■ WHAT YOU ARE ASKED TO DO ■
Please repeat every entry, keeping each one exactly the same.

** PROVIDED RECORDS follows **

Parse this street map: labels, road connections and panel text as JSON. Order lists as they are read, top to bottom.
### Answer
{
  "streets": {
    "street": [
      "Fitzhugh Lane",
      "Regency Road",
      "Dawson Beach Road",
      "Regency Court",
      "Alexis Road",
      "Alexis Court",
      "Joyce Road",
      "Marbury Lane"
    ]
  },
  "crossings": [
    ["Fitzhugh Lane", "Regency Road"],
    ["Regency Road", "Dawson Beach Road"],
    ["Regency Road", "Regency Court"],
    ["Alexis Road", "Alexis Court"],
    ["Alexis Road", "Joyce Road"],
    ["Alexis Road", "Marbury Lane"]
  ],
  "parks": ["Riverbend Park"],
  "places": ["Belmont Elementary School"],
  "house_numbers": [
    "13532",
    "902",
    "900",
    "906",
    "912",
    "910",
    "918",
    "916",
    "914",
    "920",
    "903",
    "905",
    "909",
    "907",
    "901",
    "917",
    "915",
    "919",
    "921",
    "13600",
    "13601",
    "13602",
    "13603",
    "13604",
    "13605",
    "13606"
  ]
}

** End of PROVIDED RECORDS **

■ SOLUTION TO THIS TASK ■
Parse this street map: labels, road connections and panel text as JSON. Order lists as they are read, top to bottom.
### Answer
{
  "streets": {
    "street": [
      "Fitzhugh Lane",
      "Regency Road",
      "Dawson Beach Road",
      "Regency Court",
      "Alexis Road",
      "Alexis Court",
      "Joyce Road",
      "Marbury Lane"
    ]
  },
  "crossings": [
    ["Fitzhugh Lane", "Regency Road"],
    ["Regency Road", "Dawson Beach Road"],
    ["Regency Road", "Regency Court"],
    ["Alexis Road", "Alexis Court"],
    ["Alexis Road", "Joyce Road"],
    ["Alexis Road", "Marbury Lane"]
  ],
  "parks": ["Riverbend Park"],
  "places": ["Belmont Elementary School"],
  "house_numbers": [
    "13532",
    "902",
    "900",
    "906",
    "912",
    "910",
    "918",
    "916",
    "914",
    "920",
    "903",
    "905",
    "909",
    "907",
    "901",
    "917",
    "915",
    "919",
    "921",
    "13600",
    "13601",
    "13602",
    "13603",
    "13604",
    "13605",
    "13606"
  ]
}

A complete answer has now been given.